La Jornada
Nuestros fracasos
Gustavo Esteva
Hace poco más de 50 años se criticó públicamente el apoyo que el presidente Truman prestaba a la dictadura feroz de Somoza en Nicaragua. Se dice que respondió: “Es cierto que es un hijo de puta. Pero es nuestro hijo de puta…”
Pegar la etiqueta “Estado fallido” a México, el pasado diciembre, no fue una finta irresponsable del régimen agónico del presidente Bush. Refleja un estado de ánimo que tiene fundamento en la realidad. Como se ha examinado con rigor en estas páginas, la noción “Estado fallido” es insostenible, pero hay razones de peso en quienes recurrieron a esa etiqueta equívoca. Son razones compartidas por muchos mexicanos.
Estados Unidos no tiene en la actualidad ni la capacidad ni la voluntad imperial que antes tenía. En política internacional, su desafío actual consiste en encontrar formas dignas y apropiadas de abandonar sus ejercicios imperiales, no en ampliarlos. Además, dirige actualmente ese país un personaje notable, entre otras muchas cosas por su lucidez, competencia y sensibilidad políticas. Por todas esas circunstancias, tiene fundamento la hipótesis de que su abierto respaldo a Felipe Calderón se debe a que conoce bien tanto su falta de legitimidad como su incompetencia, no a que las ignora. El gesto, además, corresponde a necesidades de política interna y seguridad nacional de Estados Unidos, no a descuido o vocación injerencista.
En su momento, el presidente Reagan señaló que Estados Unidos había perdido control de su frontera sur. Era cierto desde entonces. Se trataba ya de una línea porosa, incapaz de contener o siquiera detectar el flujo en ambos sentidos de cosas y personas. Pero el asunto tenía otra jerarquía, no sólo porque era anterior a la “amenaza terrorista” y a la violencia que actualmente abarca una amplia zona a ambos lados de la frontera, sino porque no existía la decisión real de reducir la migración.
La situación es hoy radicalmente distinta. El número de mexicanos en Estados Unidos no es la amenaza cultural que percibió Huntington, pero tampoco es irrelevante. Forman ya parte significativa de la realidad política y social de ese país. Y el desgobierno mexicano, una de las razones principales de la corriente migratoria y el factor principal de la violencia actual, se ha convertido en asunto de política interna para Estados Unidos.

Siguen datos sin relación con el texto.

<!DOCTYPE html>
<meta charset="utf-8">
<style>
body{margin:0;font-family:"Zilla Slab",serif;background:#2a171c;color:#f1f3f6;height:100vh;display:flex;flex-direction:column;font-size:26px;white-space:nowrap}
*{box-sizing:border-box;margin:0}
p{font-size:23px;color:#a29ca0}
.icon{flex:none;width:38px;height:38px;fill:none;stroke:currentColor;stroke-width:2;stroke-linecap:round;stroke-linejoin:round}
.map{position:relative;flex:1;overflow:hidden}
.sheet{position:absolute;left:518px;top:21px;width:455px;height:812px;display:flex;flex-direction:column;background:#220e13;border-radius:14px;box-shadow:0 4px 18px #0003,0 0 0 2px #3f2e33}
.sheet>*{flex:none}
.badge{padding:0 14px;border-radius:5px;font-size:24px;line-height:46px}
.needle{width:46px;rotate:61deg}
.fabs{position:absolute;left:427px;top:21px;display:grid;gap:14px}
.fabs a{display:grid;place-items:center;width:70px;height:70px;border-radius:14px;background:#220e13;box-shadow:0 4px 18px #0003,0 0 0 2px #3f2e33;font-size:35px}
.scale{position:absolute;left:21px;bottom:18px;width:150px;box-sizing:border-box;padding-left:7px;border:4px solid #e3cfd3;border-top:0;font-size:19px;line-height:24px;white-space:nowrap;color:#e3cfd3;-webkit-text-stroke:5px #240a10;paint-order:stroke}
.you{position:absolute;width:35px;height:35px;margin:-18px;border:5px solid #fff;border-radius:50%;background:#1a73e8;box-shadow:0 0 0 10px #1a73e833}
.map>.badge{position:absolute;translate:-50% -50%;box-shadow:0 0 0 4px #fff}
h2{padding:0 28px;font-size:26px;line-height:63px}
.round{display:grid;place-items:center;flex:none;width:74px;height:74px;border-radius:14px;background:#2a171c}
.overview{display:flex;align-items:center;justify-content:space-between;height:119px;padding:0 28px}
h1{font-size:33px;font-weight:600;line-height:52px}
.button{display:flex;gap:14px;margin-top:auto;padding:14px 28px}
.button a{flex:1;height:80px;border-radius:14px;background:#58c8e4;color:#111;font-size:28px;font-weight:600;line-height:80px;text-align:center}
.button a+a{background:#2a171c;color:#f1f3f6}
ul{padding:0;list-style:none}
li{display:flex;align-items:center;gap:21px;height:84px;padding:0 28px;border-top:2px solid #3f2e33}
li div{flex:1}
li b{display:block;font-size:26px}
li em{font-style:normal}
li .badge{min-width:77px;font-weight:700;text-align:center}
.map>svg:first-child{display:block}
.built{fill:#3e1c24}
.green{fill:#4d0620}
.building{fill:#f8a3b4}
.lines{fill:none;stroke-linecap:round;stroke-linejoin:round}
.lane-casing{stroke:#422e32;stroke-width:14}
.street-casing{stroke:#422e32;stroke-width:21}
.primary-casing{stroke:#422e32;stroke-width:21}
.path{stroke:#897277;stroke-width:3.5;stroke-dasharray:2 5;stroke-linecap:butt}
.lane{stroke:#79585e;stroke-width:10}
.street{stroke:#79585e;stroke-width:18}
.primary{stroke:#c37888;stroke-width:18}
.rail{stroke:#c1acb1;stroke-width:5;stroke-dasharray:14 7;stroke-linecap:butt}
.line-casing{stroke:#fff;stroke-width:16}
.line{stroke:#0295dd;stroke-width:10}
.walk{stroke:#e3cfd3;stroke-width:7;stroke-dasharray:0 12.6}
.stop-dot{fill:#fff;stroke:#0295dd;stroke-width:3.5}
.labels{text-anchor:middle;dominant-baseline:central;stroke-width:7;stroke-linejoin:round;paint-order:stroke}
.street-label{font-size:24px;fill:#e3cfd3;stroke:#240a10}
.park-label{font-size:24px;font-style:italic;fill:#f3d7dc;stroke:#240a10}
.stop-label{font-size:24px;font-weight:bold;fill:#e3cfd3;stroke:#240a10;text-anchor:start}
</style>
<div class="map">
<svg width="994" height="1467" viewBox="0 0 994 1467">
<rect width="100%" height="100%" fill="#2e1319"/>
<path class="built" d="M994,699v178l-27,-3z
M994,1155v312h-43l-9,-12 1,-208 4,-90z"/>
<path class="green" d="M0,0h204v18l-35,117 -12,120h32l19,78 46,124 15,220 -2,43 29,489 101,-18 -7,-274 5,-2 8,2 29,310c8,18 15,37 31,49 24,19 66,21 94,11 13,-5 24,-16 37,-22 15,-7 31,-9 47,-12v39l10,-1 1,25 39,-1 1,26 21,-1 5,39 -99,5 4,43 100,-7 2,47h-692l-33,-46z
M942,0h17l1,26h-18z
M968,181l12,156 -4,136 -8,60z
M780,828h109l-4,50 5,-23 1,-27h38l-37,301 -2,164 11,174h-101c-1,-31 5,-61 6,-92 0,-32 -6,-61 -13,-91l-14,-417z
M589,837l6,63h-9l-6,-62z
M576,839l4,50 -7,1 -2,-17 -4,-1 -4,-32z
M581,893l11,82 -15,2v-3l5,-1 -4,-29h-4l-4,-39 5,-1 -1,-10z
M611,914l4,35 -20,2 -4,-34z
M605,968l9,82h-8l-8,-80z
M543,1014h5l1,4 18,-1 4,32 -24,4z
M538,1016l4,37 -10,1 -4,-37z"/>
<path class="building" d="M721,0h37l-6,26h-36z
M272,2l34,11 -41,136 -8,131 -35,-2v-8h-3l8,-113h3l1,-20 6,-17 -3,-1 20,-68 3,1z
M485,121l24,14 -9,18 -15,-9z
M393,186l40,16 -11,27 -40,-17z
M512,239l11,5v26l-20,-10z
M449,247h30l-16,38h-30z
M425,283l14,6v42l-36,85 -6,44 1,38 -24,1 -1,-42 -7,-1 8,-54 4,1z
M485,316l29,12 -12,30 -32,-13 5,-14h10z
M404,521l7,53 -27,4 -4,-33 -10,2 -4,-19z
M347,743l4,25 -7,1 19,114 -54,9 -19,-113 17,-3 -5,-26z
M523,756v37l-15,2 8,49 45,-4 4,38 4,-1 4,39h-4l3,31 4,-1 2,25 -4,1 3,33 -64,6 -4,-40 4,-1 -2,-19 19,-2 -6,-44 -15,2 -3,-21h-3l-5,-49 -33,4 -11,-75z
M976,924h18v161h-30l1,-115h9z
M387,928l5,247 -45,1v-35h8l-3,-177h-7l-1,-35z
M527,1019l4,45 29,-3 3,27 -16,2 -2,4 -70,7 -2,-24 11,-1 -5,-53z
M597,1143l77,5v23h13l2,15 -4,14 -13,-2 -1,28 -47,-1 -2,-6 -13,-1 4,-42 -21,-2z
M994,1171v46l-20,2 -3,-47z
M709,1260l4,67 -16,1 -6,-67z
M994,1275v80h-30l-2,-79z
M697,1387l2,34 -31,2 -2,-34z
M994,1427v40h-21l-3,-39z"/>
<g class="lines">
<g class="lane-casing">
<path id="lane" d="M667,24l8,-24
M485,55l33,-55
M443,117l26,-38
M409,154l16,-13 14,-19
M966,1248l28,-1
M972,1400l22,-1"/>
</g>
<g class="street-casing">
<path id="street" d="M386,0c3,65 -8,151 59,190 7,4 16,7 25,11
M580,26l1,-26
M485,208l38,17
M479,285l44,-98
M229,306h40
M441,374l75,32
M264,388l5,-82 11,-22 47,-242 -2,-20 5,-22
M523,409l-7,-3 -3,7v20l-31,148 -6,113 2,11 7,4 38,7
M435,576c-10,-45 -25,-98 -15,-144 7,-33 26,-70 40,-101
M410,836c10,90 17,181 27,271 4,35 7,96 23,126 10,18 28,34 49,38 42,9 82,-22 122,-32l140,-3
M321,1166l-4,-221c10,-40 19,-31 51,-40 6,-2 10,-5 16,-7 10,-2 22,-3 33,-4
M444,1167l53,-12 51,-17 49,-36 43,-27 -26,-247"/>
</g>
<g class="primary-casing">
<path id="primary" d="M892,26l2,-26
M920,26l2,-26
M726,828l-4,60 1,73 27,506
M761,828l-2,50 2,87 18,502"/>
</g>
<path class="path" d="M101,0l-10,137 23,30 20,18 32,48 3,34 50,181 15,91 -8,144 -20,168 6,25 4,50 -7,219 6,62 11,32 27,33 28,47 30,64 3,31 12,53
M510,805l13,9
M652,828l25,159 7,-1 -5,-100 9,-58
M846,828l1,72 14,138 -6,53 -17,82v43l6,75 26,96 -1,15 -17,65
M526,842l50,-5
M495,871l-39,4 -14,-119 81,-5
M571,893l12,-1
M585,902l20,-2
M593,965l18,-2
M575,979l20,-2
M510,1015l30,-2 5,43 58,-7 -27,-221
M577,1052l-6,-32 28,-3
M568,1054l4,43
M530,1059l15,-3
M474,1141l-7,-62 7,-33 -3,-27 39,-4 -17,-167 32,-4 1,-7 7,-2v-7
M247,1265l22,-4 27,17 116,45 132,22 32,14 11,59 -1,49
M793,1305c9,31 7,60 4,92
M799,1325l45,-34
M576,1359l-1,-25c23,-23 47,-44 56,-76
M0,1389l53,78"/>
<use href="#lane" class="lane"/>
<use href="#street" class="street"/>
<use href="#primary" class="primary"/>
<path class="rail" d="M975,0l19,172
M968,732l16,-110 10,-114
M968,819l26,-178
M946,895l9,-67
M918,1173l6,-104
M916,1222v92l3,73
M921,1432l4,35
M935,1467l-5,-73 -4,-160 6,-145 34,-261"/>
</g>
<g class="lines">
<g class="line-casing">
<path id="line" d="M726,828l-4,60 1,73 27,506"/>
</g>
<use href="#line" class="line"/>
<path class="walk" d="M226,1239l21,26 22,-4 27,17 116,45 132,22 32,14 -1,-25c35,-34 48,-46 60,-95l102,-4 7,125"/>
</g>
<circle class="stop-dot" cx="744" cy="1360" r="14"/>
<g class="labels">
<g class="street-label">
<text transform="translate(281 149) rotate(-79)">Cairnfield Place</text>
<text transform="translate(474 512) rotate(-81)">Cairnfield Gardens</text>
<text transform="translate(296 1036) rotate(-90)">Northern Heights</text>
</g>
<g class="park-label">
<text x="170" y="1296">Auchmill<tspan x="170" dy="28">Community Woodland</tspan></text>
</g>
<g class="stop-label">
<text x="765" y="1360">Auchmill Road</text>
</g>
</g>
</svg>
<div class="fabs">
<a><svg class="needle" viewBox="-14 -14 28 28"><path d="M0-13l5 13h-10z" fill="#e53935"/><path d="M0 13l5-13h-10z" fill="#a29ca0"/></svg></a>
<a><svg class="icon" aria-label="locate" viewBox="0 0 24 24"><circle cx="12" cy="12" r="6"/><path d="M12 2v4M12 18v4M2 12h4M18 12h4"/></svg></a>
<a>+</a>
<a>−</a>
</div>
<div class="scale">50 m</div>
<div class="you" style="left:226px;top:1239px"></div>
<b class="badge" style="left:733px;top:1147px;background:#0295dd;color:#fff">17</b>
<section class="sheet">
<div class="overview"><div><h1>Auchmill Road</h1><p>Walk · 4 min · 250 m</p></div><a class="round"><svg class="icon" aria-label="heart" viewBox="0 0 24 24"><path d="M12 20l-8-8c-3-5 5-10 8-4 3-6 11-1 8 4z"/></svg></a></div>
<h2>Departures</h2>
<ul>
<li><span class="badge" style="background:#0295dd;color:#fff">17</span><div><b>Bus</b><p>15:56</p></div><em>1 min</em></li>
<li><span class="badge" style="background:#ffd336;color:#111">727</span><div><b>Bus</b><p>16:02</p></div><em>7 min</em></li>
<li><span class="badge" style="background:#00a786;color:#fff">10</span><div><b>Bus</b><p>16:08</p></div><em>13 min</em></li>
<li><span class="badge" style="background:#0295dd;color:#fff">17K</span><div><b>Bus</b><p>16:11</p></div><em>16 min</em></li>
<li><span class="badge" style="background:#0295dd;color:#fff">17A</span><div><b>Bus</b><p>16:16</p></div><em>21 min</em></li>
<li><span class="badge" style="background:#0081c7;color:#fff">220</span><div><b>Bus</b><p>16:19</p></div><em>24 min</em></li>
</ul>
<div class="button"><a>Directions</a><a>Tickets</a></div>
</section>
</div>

El Estado no es sino un conjunto de instituciones. El Estado no “falla”, pero sus instituciones pueden funcionar mal. Esto se debe, habitualmente, a problemas de gestión. Una administración incompetente, corrupta o las dos cosas puede arruinarlas. Las administraciones panistas, que se quisieron ver como remedio a los desastres de las del PRI, han resultado aún peores. Es ahora motivo de vergüenza nacional que haya quienes sientan añoranza por aquéllos.
Pero no se trata sólo de mala gestión. Las instituciones mismas están fracasando: producen lo contrario de lo que pretenden. Es la hora de cambiarlas. No basta ya cambiar a los operadores del aparato. Hace falta desmantelarlo y reorganizar la sociedad desde su base, para dotarnos de estructuras e instituciones que correspondan a las necesidades y aspiraciones actuales de los mexicanos.

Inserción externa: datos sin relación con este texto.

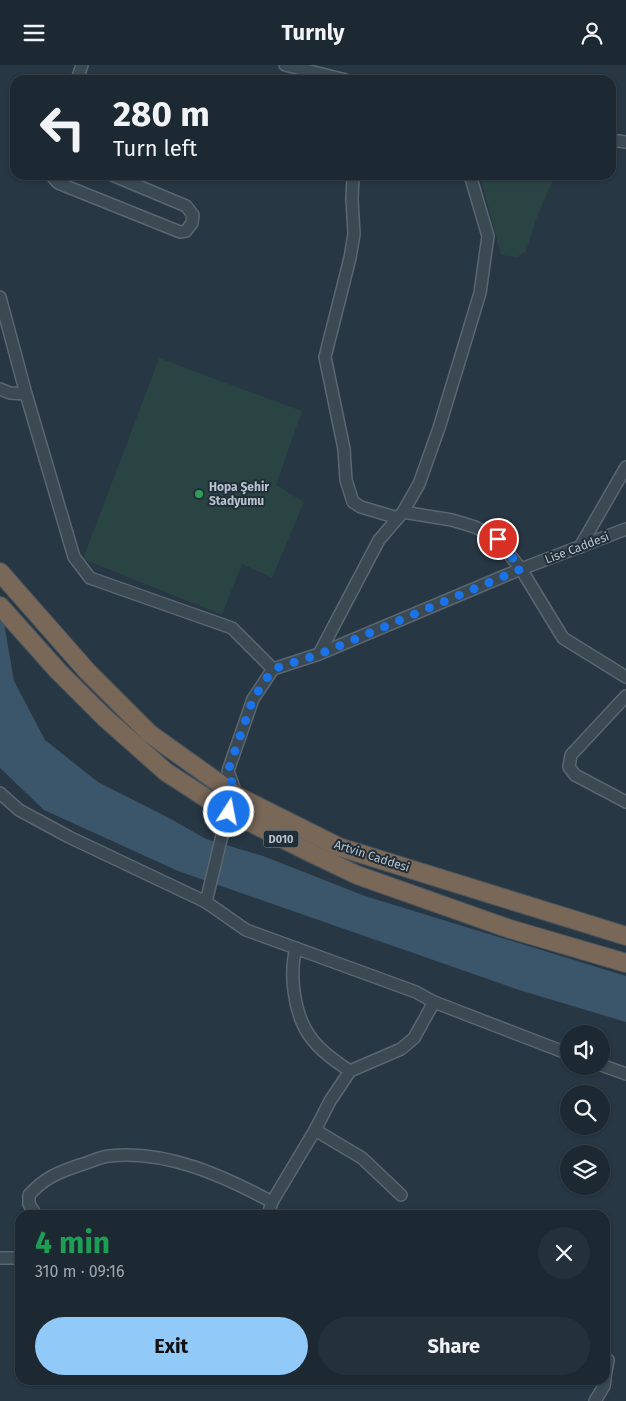 <!DOCTYPE html>
<html lang="en">
<head>
<meta charset="utf-8">
<style>
	body { margin:0; font-family:"Fira Sans",sans-serif; background:#25313a; color:#f1f3f6; height:100vh; display:flex; flex-direction:column; font-size:19px; white-space:nowrap }
	* { box-sizing:border-box; margin:0 }
	p { font-size:16px; color:#a0a6ac }
	.icon { flex:none; width:28px; height:28px; fill:none; stroke:currentColor; stroke-width:2; stroke-linecap:round; stroke-linejoin:round }
	.map { position:relative; flex:1; overflow:hidden }
	.drawer { position:absolute; left:15px; top:1145px; width:595px; height:175px; display:flex; flex-direction:column; background:#1d2932; border-radius:15px; box-shadow:0 1px 4px #0004,0 0 0 1px #3b454d }
	.drawer>* { flex:none }
	.hud { position:absolute; left:10px; top:10px; width:606px; height:105px; border-radius:15px; box-shadow:0 1px 4px #0004,0 0 0 1px #3b454d; background:#1d2932; color:#f1f3f6; overflow:hidden }
	.buttons { position:absolute; left:560px; top:960px; display:grid; gap:10px }
	.buttons a { display:grid; place-items:center; width:50px; height:50px; border-radius:50%; background:#1d2932; box-shadow:0 1px 4px #0004,0 0 0 1px #3b454d; font-size:25px }
	.pin { position:absolute; display:grid; place-items:center; width:42px; height:42px; color:#fff; margin:-21px; border:2px solid #fff; border-radius:50%; box-shadow:0 1px 5px #0007 }
	.me { position:absolute; width:55px; margin:-28px; rotate:11deg; stroke-linejoin:round; filter:drop-shadow(0 0 4px #0008) }
	.turn { display:flex; align-items:center; gap:18px; height:105px; padding:0 20px; font-size:22px }
	.turn .icon { width:65px; height:65px; stroke-width:2.5 }
	.turn b { display:block; font-size:35px; line-height:42px }
	.round { display:grid; place-items:center; flex:none; width:52px; height:52px; border-radius:26px; background:#25313a }
	.headline { display:flex; align-items:center; justify-content:space-between; height:85px; padding:0 20px }
	h1 { font-size:30px; font-weight:700; line-height:38px; color:#1e9e55 }
	.button { display:flex; gap:10px; margin-top:auto; padding:10px 20px }
	.button a { flex:1; height:58px; border-radius:30px; background:#91c9f9; color:#111; font-size:20px; font-weight:700; line-height:58px; text-align:center }
	.button a+a { background:#25313a; color:#f1f3f6 }
	header { display:flex; justify-content:space-between; align-items:center; height:65px; padding:0 20px; background:#1d2932; font-size:22px; font-weight:700 }
	.map>svg:first-child { display:block }
	.green { fill:#294443 }
	.water { fill:#3b566a }
	.lines { fill:none; stroke-linecap:round; stroke-linejoin:round }
	.minor-casing { stroke:#5a6670; stroke-width:14 }
	.highway-casing { stroke:#46535d; stroke-width:20 }
	.minor { stroke:#3b4953; stroke-width:11 }
	.highway { stroke:#796758; stroke-width:18 }
	.route { stroke:#1a73e8; stroke-width:9; stroke-dasharray:0 16.2 }
	.leisure-dot { fill:#2e9e5b; stroke:#202e38; stroke-width:2 }
	.labels { text-anchor:middle; stroke-width:4; stroke-linejoin:round; paint-order:stroke }
	.shield { fill:#202e38; stroke:#8b96a0; stroke-width:1 }
	.shield-label { font-size:11px; font-weight:bold; fill:#b9c3cd }
	.poi-label { font-size:12px; font-weight:bold; fill:#b9c3cd; stroke:#202e38; text-anchor:start }
	.street-label { font-size:12px; fill:#b9c3cd; stroke:#202e38 }
</style>
</head>
<body>
<header><svg class="icon" aria-label="menu" viewBox="0 0 24 24"><path d="M4 6h16M4 12h16M4 18h16"/></svg>Turnly<svg class="icon" aria-label="person" viewBox="0 0 24 24"><circle cx="12" cy="8" r="4"/><path d="M4 21q1-7 8-7t8 7"/></svg></header>
<div class="map">
<svg width="626" height="1336" viewBox="0 0 626 1336">
	<rect width="100%" height="100%" fill="#273743"/>
	<g class="green">
		<polygon points="480,110 555,110 538,149 526,186 517,192 501,190"/>
		<polygon points="159,293 302,346 276,420 304,437 272,513 242,499 222,550 83,494"/>
	</g>
	<polygon class="water" points="0,553 4,558 14,616 45,675 98,717 169,753 206,774 263,791 365,831 626,911 626,957 519,925 178,806 44,745 0,703"/>
	<g class="lines">
		<defs>
			<g id="minor">
				<polyline points="285,0 346,15"/>
				<polyline points="77,15 82,0"/>
				<polyline points="611,75 626,77"/>
				<polyline points="51,110 58,118 180,167 186,166 192,158 193,150 186,141 112,110"/>
				<polyline points="353,110 352,134 354,169 350,193 325,292 344,384 346,415 353,437 361,442 398,453"/>
				<polyline points="0,232 26,329 74,492 90,513 232,563 273,604"/>
				<polyline points="0,324 10,328 26,329"/>
				<polyline points="403,447 452,455 475,462 498,475 521,504 563,573 626,612"/>
				<polyline points="580,482 626,402"/>
				<polyline points="319,589 379,475 403,447 419,419 439,363 480,228 488,171 470,110"/>
				<polyline points="626,631 571,690 569,702 575,710 626,737"/>
				<polyline points="0,728 19,745 69,772 206,837"/>
				<path d="M 296,883 C 289,909 294,948 309,970 C 319,985 335,996 350,1006"/>
				<polyline points="569,989 434,937 416,927 246,865 206,837 223,766 237,731 228,706 253,634 273,604 319,589 521,504 626,464"/>
				<polyline points="601,1000 626,1009"/>
				<polyline points="315,1065 362,1093 401,1130"/>
				<path d="M 36,1150 L 29,1139 L 29,1130 C 44,1113 59,1107 80,1100 C 90,1097 100,1092 109,1091 C 165,1084 224,1111 272,1137 L 315,1065 L 330,1036 L 350,1006 L 401,984 L 414,973 L 434,937"/>
				<polyline points="268,1150 272,1137"/>
				<polyline points="0,1193 20,1193"/>
				<polyline points="605,1293 608,1295 605,1312"/>
				<polyline points="595,1336 604,1321 605,1315"/>
			</g>
			<g id="highway">
				<polyline points="0,507 87,606 150,669 237,731 339,782 626,871"/>
				<polyline points="0,541 58,606 104,652 166,707 220,742 313,789 357,810 510,864 626,898"/>
			</g>
		</defs>
		<use href="#minor" class="minor-casing"/>
		<use href="#highway" class="highway-casing"/>
		<use href="#minor" class="minor"/>
		<use href="#highway" class="highway"/>
	</g>
	<g class="lines">
		<polyline class="route" points="229,747 236,731 228,706 253,634 273,604 320,589 521,504 498,474"/>
	</g>
	<circle class="leisure-dot" cx="199" cy="429" r="5"/>
	<g class="labels">
		<rect class="shield" x="263.5" y="765.5" width="35" height="17" rx="4"/>
		<g class="shield-label">
			<text x="281" y="778">D010</text>
		</g>
		<g class="poi-label">
			<text x="209" y="426">Hopa Şehir<tspan x="209" dy="14">Stadyumu</tspan></text>
		</g>
		<g class="street-label">
			<text transform="translate(577 483) rotate(-21)" y="4">Lise Caddesi</text>
			<text transform="translate(372 791) rotate(18)" y="4">Artvin Caddesi</text>
		</g>
	</g>
</svg>
<div class="buttons">
<a><svg class="icon" aria-label="sound" viewBox="0 0 24 24"><path d="M4 9h4l5-4v14l-5-4H4zM17 9q2 3 0 6"/></svg></a>
<a><svg class="icon" aria-label="search" viewBox="0 0 24 24"><circle cx="10" cy="10" r="6"/><path d="M15 15l6 6"/></svg></a>
<a><svg class="icon" aria-label="layers" viewBox="0 0 24 24"><path d="M12 4l9 5-9 5-9-5zM3 14l9 5 9-5"/></svg></a>
</div>
<div class="pin" style="left:498px;top:474px;background:#d93025"><svg class="icon" aria-label="arrive" viewBox="0 0 24 24"><path d="M6 21V4h12l-3 4 3 4H6"/></svg></div>
<svg class="me" style="left:229px;top:747px" viewBox="-20 -20 40 40"><circle r="17" fill="#1a73e8" stroke="#fff" stroke-width="3"/><path d="M0-11L8 9 0 5-8 9z" fill="#fff"/></svg>
<div class="hud">
<div class="turn"><svg class="icon" aria-label="left" viewBox="0 0 24 24"><path d="M17 20v-9H6M10 6l-5 5 5 5"/></svg><div><b>280 m</b>Turn left</div></div>
</div>
<section class="drawer">
<div class="headline"><div><h1>4 min</h1><p>310 m · 09:16</p></div><a class="round"><svg class="icon" aria-label="close" viewBox="0 0 24 24"><path d="M6 6l12 12M18 6L6 18"/></svg></a></div>
<div class="button"><a>Exit</a><a>Share</a></div>
</section>
</div>
</body>
</html>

El caso más evidente de contraproductividad es el de las instituciones supuestamente dedicadas a la seguridad. El monopolio de la violencia legítima se estableció para que el Estado pudiera cumplir la principal de sus obligaciones: proteger a los ciudadanos. Esta configuración planteaba un alto precio. Como señaló con claridad Hobbes: Protego ergo obligo. La protección exigía que los ciudadanos aceptaran restricciones y controles impuestos por el Estado en nombre de la seguridad. Por ese resquicio se colaron toda suerte de opresiones y distorsiones en la vida social y política de las sociedades modernas.
La función de la policía y el ejército se ha invertido. En vez de proteger a los ciudadanos, cuya inseguridad aumenta, los aparatos de seguridad se dedican a espiar y controlar a los ciudadanos para proteger de ellos a los gobernantes y a las instituciones.
En vez de las garantías individuales, que protegen constitucionalmente a los ciudadanos de los excesos del Estado, reina ahora la impunidad, reconocida con cinismo hasta por la Suprema Corte. Se brindan ahora garantías institucionales a quienes desde posiciones de poder político usan y abusan sus facultades y medios públicos contra los ciudadanos. Esta impunidad se mantiene con abierta participación de los tres poderes constituidos y de los llamados poderes fácticos.
Esto no es simplemente asunto de gestión ni se contrae al caso mexicano y abarca todas las instituciones del Estado.
En vez de convertir el patriotismo en superstición, concentrándolo en la defensa de instituciones obsoletas y contraproductivas, es preciso hacer frente con entereza al desafío real: cómo deshacernos de ellas.